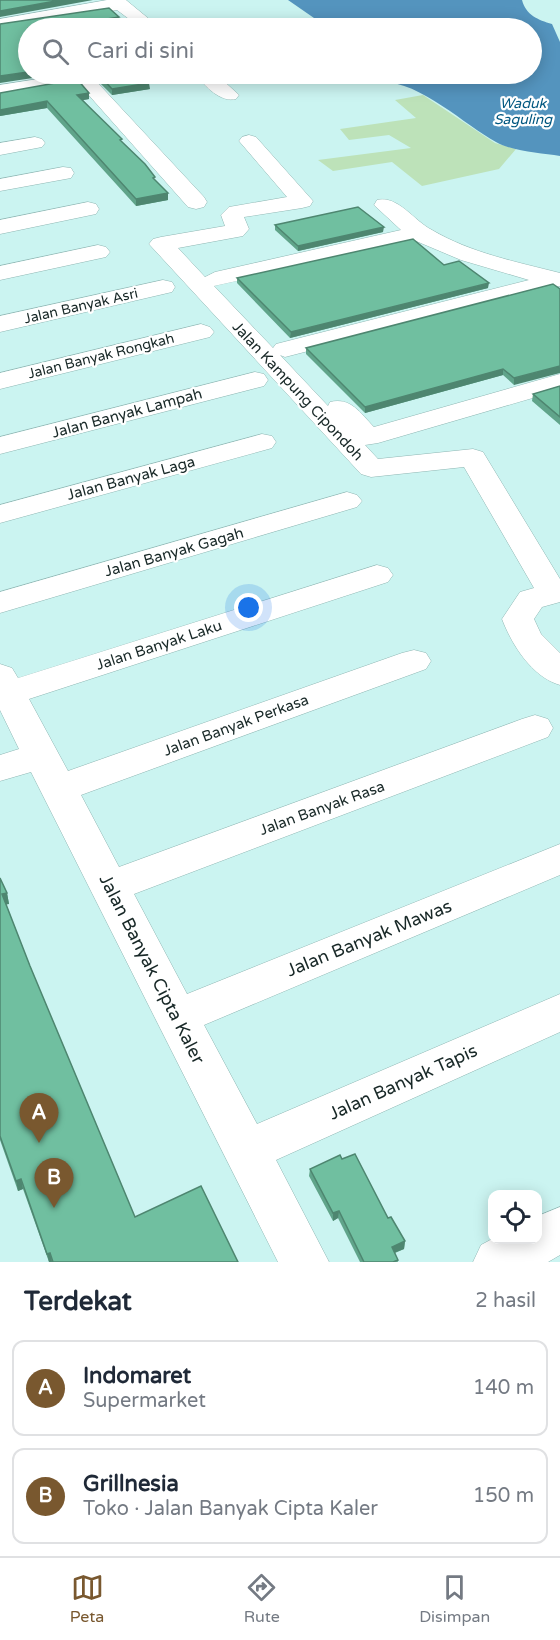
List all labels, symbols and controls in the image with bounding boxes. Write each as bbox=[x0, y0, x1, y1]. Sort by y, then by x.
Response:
search box bbox=[18, 18, 542, 84]
icon: search bbox=[39, 35, 72, 68]
text: Cari di sini bbox=[87, 38, 194, 64]
water label: Waduk Saguling bbox=[494, 95, 553, 128]
street label: Jalan Banyak Asri bbox=[22, 285, 140, 327]
street label: Jalan Kampung Cipondoh bbox=[229, 318, 367, 464]
street label: Jalan Banyak Rongkah bbox=[26, 330, 176, 382]
street label: Jalan Banyak Lampah bbox=[50, 384, 204, 442]
street label: Jalan Banyak Laga bbox=[65, 452, 197, 504]
street label: Jalan Banyak Gagah bbox=[102, 524, 246, 580]
your location bbox=[234, 593, 263, 622]
street label: Jalan Banyak Laku bbox=[94, 616, 224, 674]
street label: Jalan Banyak Perkasa bbox=[161, 690, 311, 760]
street label: Jalan Banyak Rasa bbox=[257, 777, 387, 839]
street label: Jalan Banyak Cipta Kaler bbox=[95, 870, 210, 1068]
street label: Jalan Banyak Mawas bbox=[283, 895, 455, 981]
street label: Jalan Banyak Tapis bbox=[325, 1039, 481, 1125]
pin: A bbox=[20, 1094, 58, 1143]
pin: B bbox=[34, 1158, 74, 1208]
map controls bbox=[488, 1190, 542, 1244]
button: locate bbox=[488, 1190, 542, 1244]
text: Terdekat bbox=[24, 1286, 132, 1317]
text: 2 hasil bbox=[475, 1289, 536, 1313]
text: Indomaret bbox=[83, 1363, 191, 1389]
text: A bbox=[38, 1376, 53, 1400]
text: 140 m bbox=[473, 1376, 534, 1400]
text: Supermarket bbox=[83, 1389, 206, 1413]
text: Grillnesia bbox=[83, 1471, 179, 1497]
text: B bbox=[39, 1484, 52, 1508]
text: 150 m bbox=[473, 1484, 534, 1508]
text: Toko · Jalan Banyak Cipta Kaler bbox=[83, 1497, 378, 1521]
tab: Peta bbox=[70, 1571, 104, 1627]
tab: Rute bbox=[244, 1571, 280, 1627]
tab: Disimpan bbox=[419, 1571, 490, 1627]

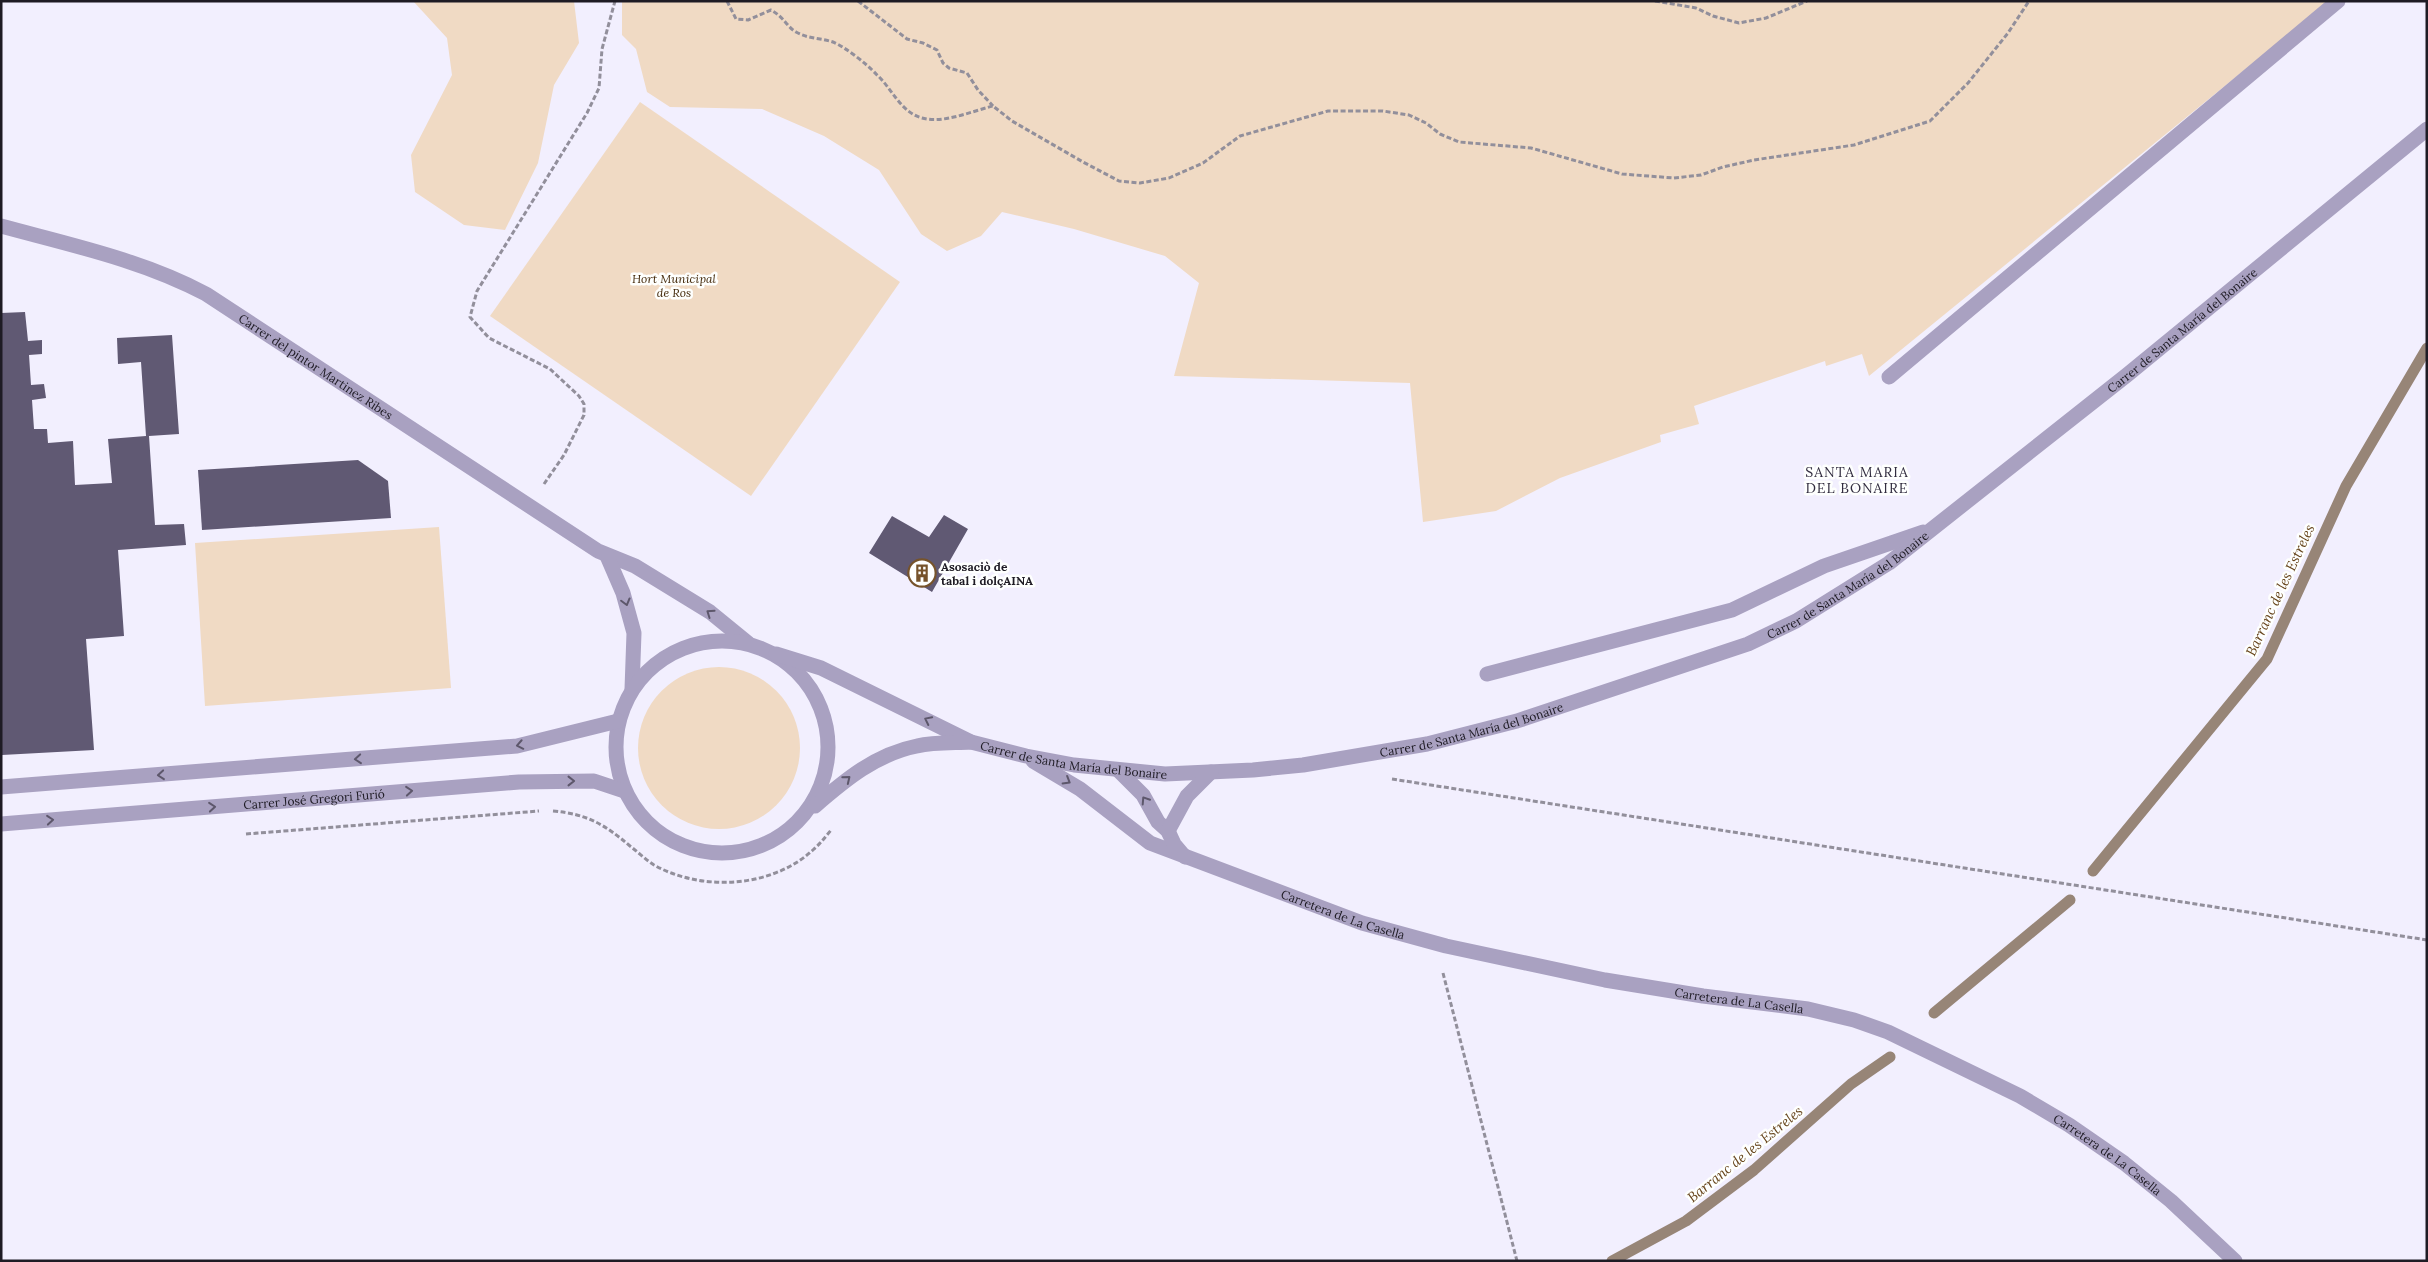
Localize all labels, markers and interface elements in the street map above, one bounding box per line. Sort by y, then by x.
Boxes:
street label: Carrer de Santa María del Bonaire [2104,264,2260,396]
park label: Hort Municipal de Ros [632,271,717,300]
street label: Carrer del pintor Martinez Ribes [236,310,396,422]
district label: SANTA MARIA DEL BONAIRE [1805,463,1909,497]
water label: Barranc de les Estreles [2242,521,2318,659]
street label: Carrer de Santa María del Bonaire [1764,527,1932,641]
building icon: Asosaciò de tabal i dolçAINA [907,558,937,588]
place label: Asosaciò de tabal i dolçAINA [941,559,1033,588]
one-way arrow [620,597,630,605]
one-way arrow [706,610,716,619]
street label: Carrer de Santa María del Bonaire [1378,698,1566,759]
one-way arrow [924,717,933,727]
street label: Carrer de Santa María del Bonaire [979,737,1168,782]
one-way arrow [515,739,524,750]
one-way arrow [354,753,362,764]
one-way arrow [157,769,165,780]
one-way arrow [1062,775,1071,785]
one-way arrow [568,776,575,786]
one-way arrow [841,776,850,784]
street label: Carrer José Gregori Furió [243,785,385,812]
one-way arrow [405,785,413,796]
one-way arrow [1141,796,1151,805]
one-way arrow [208,801,216,812]
one-way arrow [46,815,54,826]
street label: Carretera de La Casella [1279,886,1407,942]
street label: Carretera de La Casella [1674,984,1804,1016]
water label: Barranc de les Estreles [1684,1102,1806,1206]
street label: Carretera de La Casella [2051,1110,2165,1198]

■ PROBLEM DETAILS
Gather up every line from the listing above in which the word "then" occurs.

■ TASK SOLUTION
List all labels, symbols and controls in the image with bounding boxes. Write each as bbox=[x0, y0, x1, y1]. Sort by y, then by x.
Localize all labels, markers and interface elements in the street map above, one bounding box per line. Sort by y, then by x.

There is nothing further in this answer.